Even as US-based institutional investors review their China relationships – with many taking a pause in 2022 while they tend to a glut of US re-ups – local LPs are increasingly active. Commitments to US dollar funds amounted to USD 1.7bn in the first quarter, having fallen off a cliff in the middle of 2021. The quarterly average for the two years preceding this turning point was USD 6.6bn.
Renminbi fundraising has moved in the opposite direction, rising from USD 3.3bn in the third quarter of 2021 to USD 15.2bn in the fourth, and then USD 9.7bn in the first three months of 2022. In each of the past two quarters, renminbi activity has accounted for nearly half the regional total. The 50% mark has been exceeded twice in the last three years, but it was followed by dips below 25%.
Renminbi funds that achieved closes in January-March were not dominated by government-controlled sponsors. Numerous independent managers also feature. It could be indicative of the internalisation of China’s markets, with local currency funds seeking local market exits. Equally, the renminbi share could collapse next quarter.
4) Investment: Downward adjustment
From a record high of USD 111.2bn in the final quarter of 2021, private equity investment in Asia slipped to USD 64.7bn in the first quarter of 2022. Though still a sizeable total – bettered only four times to date – it confirms anecdotal accounts of a weakening in investor sentiment.
The drop-off in venture capital activity was relatively mild; growth equity and buyouts were the weak spots. This was felt most keenly in China, where overall investment slipped from USD 44.7bn to USD 19.5bn, the lowest quarterly showing since the kneejerk response to COVID-19 in the first three months of 2020. Early and growth-stage technology investment is not to blame.
Deployment in the sector collapsed in the second quarter of 2021 as the government’s assorted regulatory actions began to bite. It then stabilised and crept back up, reaching USD 10.9bn in the fourth quarter, although behind the numbers, investors were busily refocusing from consumer-facing to business-facing deals. In the first quarter of 2022, the total was once again USD 10.9bn.
Rather, the drop-off was in electronics and healthcare, which had risen high on the back of robotics and industrial value-add and biotech and pharma services. Electronics fell from USD 11.8bn in the final quarter of 2021 to USD 823m in the first three months of 2022; healthcare slumped from USD 6bn to USD 2.9bn, a level not seen since early 2020.
India, which gained prominence as a technology investment destination as China declined, was unable to maintain its frenetic pace. Unicorns are still being created and established industry giants like Byju’s and Swiggy continue to close sizeable rounds, just with less intensity. Early and late-stage tech investment came to USD 8.1bn in the first quarter, down from USD 9.1bn.
Australia was the only major market to see an increase in deployment. The country contributed seven deals – compared to only three from China – to the top 20 for January-March. They include the largest by some distance, and one of the biggest ever seen in Australia: Blackstone’s AUD 8.9bn acquisition of casino operator Crown Resorts, following a nearly 12-month pursuit.

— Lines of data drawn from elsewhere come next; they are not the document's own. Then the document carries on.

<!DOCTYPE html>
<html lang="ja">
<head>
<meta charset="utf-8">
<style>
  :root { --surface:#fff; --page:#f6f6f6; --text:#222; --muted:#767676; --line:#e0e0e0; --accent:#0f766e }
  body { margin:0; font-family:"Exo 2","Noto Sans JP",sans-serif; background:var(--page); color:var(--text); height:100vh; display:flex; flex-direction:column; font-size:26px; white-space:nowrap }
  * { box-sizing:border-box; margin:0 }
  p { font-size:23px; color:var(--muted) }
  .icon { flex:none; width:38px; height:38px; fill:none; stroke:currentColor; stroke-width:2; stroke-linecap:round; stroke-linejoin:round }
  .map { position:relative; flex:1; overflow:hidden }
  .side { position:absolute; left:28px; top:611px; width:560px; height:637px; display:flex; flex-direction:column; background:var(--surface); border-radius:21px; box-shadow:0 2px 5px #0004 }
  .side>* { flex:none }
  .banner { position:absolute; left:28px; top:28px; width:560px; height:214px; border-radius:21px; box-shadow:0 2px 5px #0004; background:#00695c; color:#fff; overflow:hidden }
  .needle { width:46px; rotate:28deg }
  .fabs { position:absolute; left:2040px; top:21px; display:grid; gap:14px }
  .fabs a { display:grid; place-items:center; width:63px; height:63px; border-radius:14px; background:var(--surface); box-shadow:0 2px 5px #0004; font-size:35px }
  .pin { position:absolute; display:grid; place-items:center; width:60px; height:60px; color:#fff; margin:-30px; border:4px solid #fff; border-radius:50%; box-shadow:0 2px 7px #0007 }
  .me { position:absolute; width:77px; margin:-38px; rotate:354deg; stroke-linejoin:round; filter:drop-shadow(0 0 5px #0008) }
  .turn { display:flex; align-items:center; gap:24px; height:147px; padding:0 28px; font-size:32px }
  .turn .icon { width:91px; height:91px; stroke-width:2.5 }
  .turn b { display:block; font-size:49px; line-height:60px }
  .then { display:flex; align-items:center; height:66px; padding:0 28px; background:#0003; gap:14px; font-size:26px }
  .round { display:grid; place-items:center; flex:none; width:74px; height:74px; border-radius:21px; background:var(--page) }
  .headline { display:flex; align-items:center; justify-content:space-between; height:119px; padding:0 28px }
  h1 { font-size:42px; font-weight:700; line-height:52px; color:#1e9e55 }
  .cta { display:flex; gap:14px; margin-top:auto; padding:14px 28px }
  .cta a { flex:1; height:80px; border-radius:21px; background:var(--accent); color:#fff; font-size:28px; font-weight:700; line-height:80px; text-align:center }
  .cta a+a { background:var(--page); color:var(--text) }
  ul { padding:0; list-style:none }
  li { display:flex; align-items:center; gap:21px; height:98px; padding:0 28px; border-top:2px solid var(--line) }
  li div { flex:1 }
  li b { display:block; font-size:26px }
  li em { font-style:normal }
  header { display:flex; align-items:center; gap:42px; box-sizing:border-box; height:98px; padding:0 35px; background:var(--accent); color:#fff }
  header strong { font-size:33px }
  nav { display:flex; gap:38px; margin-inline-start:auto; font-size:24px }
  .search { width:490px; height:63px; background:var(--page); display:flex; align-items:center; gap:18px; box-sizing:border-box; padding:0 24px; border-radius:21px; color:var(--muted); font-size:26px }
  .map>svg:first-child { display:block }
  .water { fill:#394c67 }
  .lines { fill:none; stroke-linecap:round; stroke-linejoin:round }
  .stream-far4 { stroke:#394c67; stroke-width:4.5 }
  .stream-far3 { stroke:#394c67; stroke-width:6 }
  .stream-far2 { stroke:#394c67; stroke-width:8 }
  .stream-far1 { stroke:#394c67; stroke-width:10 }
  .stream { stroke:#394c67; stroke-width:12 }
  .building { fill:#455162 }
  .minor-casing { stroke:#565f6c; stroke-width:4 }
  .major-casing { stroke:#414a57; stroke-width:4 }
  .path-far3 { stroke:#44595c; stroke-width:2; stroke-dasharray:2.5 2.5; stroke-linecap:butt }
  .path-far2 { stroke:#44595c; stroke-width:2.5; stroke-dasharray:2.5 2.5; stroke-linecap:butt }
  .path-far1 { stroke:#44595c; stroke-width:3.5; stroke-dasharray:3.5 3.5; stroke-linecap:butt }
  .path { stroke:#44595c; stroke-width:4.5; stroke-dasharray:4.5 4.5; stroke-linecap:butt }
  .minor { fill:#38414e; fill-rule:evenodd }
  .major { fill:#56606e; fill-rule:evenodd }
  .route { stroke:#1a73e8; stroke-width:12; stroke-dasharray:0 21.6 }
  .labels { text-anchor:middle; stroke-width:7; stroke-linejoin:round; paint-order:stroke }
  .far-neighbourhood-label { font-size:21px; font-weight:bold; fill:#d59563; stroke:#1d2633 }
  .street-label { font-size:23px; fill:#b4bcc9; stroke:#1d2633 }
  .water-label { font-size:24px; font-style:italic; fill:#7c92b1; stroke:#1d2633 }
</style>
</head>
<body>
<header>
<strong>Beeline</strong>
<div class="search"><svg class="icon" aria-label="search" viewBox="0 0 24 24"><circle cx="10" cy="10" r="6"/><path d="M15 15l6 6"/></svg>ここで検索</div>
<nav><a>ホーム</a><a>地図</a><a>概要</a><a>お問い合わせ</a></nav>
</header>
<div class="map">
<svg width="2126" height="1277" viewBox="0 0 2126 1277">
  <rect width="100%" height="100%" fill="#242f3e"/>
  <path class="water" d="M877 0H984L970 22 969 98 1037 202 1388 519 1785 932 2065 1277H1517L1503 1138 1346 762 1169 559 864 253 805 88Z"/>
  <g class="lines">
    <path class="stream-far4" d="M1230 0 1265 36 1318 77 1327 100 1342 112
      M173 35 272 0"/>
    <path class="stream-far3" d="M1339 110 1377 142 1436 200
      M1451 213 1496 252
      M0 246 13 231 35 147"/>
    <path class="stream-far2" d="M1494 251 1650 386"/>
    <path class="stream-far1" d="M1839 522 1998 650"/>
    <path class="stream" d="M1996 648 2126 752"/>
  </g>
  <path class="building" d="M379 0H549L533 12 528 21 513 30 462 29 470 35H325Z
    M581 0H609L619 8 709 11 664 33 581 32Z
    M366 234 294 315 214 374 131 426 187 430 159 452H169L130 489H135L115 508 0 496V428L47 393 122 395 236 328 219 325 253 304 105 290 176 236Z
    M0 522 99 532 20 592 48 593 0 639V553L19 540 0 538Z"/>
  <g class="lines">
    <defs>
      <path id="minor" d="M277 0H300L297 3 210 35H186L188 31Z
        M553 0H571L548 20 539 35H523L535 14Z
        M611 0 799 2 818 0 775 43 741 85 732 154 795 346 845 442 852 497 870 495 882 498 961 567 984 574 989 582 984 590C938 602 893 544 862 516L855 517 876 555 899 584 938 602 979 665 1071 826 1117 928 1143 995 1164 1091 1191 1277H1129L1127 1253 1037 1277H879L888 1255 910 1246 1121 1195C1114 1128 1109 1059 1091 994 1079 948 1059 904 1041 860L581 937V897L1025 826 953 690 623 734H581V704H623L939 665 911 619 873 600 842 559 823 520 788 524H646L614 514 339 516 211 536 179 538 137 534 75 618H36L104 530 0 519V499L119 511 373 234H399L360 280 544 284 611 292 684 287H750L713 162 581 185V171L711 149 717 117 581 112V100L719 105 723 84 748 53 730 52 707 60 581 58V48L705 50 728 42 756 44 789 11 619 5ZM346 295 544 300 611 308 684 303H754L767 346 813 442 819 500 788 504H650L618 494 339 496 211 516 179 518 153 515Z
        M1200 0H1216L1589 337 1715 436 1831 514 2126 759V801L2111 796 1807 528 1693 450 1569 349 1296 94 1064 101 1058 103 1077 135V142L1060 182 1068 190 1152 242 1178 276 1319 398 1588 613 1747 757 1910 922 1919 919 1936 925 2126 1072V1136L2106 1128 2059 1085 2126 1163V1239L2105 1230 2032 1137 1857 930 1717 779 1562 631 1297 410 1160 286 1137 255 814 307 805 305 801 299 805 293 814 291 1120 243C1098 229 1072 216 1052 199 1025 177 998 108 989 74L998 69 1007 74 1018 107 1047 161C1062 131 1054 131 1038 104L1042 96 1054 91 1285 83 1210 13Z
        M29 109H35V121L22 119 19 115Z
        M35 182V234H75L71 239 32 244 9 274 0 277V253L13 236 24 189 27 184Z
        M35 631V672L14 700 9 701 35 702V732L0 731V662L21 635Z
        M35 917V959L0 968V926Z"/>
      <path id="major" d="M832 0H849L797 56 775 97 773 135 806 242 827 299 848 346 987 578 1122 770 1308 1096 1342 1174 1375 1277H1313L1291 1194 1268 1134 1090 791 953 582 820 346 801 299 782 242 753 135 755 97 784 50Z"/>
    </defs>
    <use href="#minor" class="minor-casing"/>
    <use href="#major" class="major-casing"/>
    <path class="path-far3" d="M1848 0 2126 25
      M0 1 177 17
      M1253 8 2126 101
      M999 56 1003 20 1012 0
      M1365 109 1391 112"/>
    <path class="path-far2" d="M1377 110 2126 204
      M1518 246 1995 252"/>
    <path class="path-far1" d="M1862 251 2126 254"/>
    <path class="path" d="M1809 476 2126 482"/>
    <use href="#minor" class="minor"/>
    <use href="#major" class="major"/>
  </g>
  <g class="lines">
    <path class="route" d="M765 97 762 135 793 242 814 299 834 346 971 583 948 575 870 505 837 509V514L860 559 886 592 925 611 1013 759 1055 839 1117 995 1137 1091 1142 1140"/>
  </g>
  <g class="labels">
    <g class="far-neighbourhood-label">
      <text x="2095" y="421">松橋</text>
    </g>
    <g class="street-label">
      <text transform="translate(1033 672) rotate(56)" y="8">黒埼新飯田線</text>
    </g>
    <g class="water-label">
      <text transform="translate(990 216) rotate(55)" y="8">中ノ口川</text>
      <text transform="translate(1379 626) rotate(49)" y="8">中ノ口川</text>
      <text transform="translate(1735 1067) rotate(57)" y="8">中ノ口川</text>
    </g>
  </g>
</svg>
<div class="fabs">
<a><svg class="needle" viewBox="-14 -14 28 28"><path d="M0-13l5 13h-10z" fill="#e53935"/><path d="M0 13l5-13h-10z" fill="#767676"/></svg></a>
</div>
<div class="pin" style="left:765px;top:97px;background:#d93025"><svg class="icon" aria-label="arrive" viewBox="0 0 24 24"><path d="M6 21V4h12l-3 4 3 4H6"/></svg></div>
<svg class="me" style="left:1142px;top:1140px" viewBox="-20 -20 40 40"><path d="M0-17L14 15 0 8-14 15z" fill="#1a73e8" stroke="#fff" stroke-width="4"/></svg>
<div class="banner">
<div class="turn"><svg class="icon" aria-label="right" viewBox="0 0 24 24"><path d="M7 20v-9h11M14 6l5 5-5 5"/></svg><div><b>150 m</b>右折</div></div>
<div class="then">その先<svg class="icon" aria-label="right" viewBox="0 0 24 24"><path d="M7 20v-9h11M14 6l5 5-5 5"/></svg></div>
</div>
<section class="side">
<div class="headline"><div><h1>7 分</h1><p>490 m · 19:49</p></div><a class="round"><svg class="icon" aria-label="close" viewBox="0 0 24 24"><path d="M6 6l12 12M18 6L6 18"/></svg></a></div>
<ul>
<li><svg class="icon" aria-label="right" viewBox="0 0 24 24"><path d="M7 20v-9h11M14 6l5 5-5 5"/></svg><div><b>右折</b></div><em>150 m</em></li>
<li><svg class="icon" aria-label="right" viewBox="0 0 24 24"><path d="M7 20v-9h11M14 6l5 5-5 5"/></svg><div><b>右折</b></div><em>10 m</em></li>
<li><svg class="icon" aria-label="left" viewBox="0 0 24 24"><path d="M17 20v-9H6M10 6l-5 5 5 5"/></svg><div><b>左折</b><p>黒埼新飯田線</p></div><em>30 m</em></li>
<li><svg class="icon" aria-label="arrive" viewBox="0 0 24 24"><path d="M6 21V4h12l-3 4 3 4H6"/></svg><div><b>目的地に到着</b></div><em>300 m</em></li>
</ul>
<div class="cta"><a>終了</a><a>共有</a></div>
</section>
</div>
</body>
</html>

Much as the transaction might demonstrate private equity appetite for gaming-related assets, Crown needs a facelift after a string of scandals and setbacks. The company has been investigated for possible breaches of anti-money laundering rules over its ties to Chinese junket operators, had its licences suspended or reviewed by state governments, and settled a class-action lawsuit.